• Exercise details: Exclude the pictures from your copy, and reproduce each entry below verbatim.

(Saved entries)
╭──

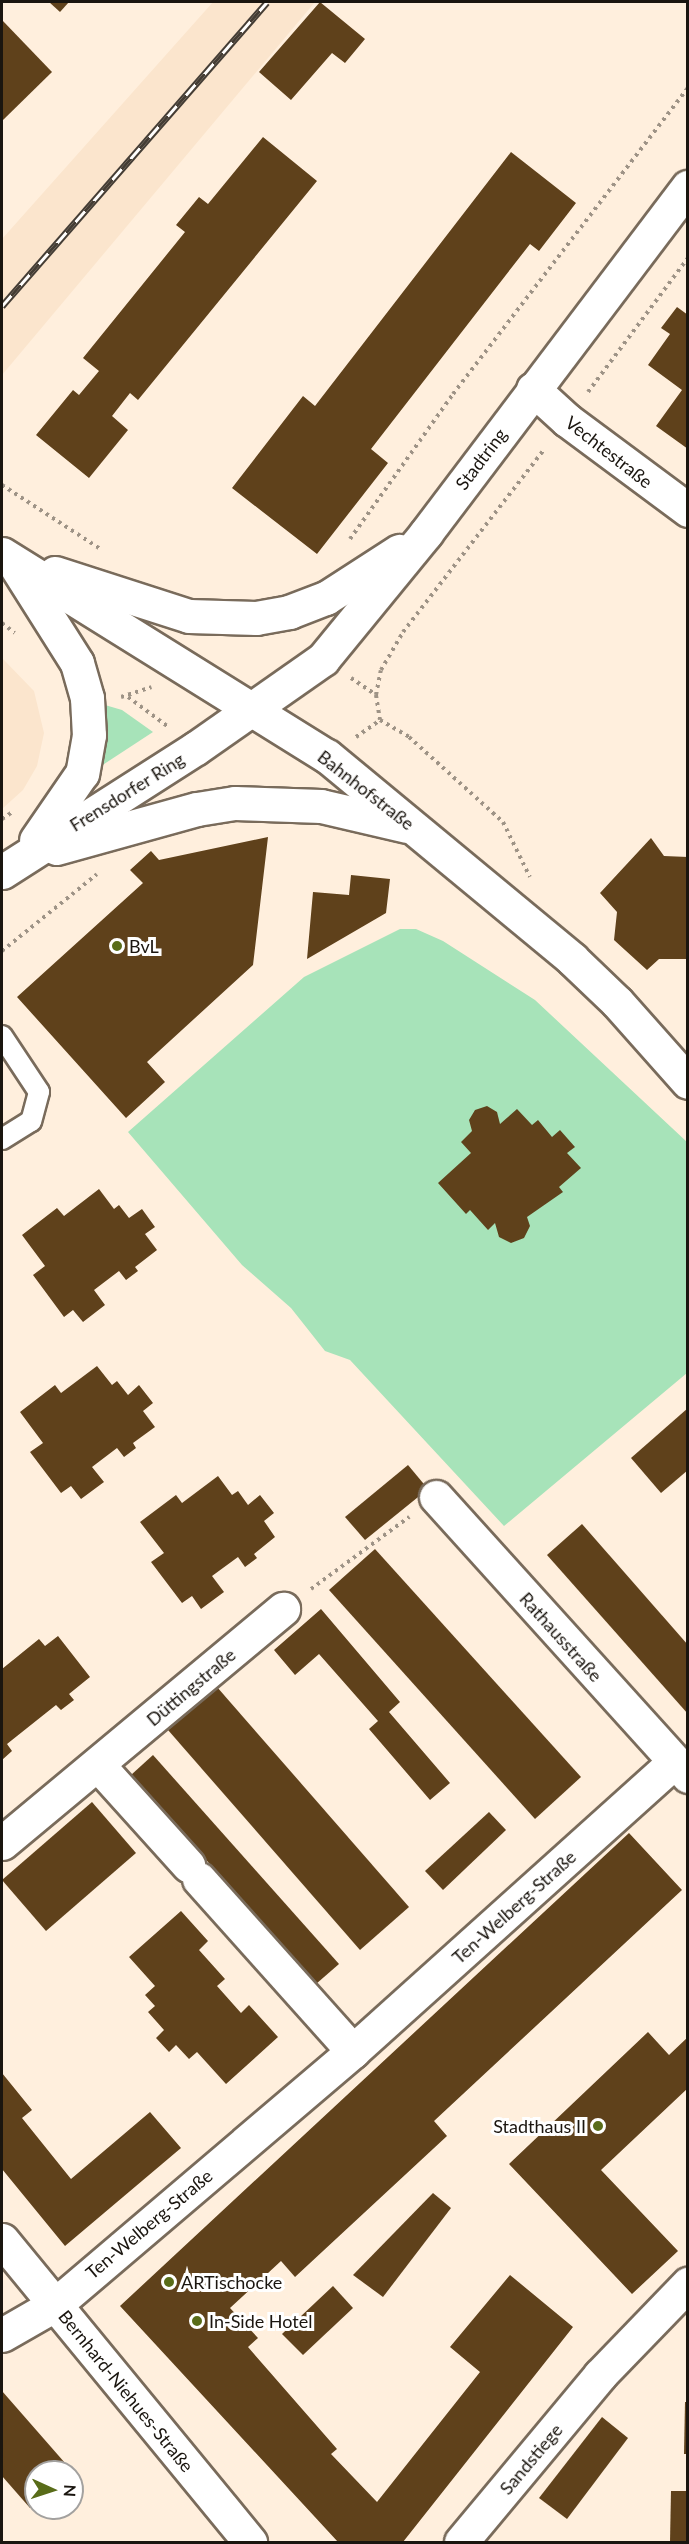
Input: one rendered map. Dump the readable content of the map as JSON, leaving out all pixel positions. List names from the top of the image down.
{
  "streets": {
    "street": [
      "Vechtestraße",
      "Stadtring",
      "Bahnhofstraße",
      "Frensdorfer Ring",
      "Rathausstraße",
      "Düttingstraße",
      "Ten-Welberg-Straße",
      "Bernhard-Niehues-Straße",
      "Sandstiege"
    ]
  },
  "crossings": [
    ["Vechtestraße", "Stadtring"],
    ["Stadtring", "Bahnhofstraße"],
    ["Stadtring", "Frensdorfer Ring"],
    ["Bahnhofstraße", "Frensdorfer Ring"],
    ["Rathausstraße", "Ten-Welberg-Straße"],
    ["Ten-Welberg-Straße", "Bernhard-Niehues-Straße"]
  ],
  "places": [
    "BvL",
    "Stadthaus II",
    "ARTischocke",
    "In-Side Hotel"
  ],
  "north": "right"
}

╰──

• Result of the exercise:
Input: one rendered map. Dump the readable content of the map as JSON, leaving out all pixel positions. List names from the top of the image down.
{
  "streets": {
    "street": [
      "Vechtestraße",
      "Stadtring",
      "Bahnhofstraße",
      "Frensdorfer Ring",
      "Rathausstraße",
      "Düttingstraße",
      "Ten-Welberg-Straße",
      "Bernhard-Niehues-Straße",
      "Sandstiege"
    ]
  },
  "crossings": [
    ["Vechtestraße", "Stadtring"],
    ["Stadtring", "Bahnhofstraße"],
    ["Stadtring", "Frensdorfer Ring"],
    ["Bahnhofstraße", "Frensdorfer Ring"],
    ["Rathausstraße", "Ten-Welberg-Straße"],
    ["Ten-Welberg-Straße", "Bernhard-Niehues-Straße"]
  ],
  "places": [
    "BvL",
    "Stadthaus II",
    "ARTischocke",
    "In-Side Hotel"
  ],
  "north": "right"
}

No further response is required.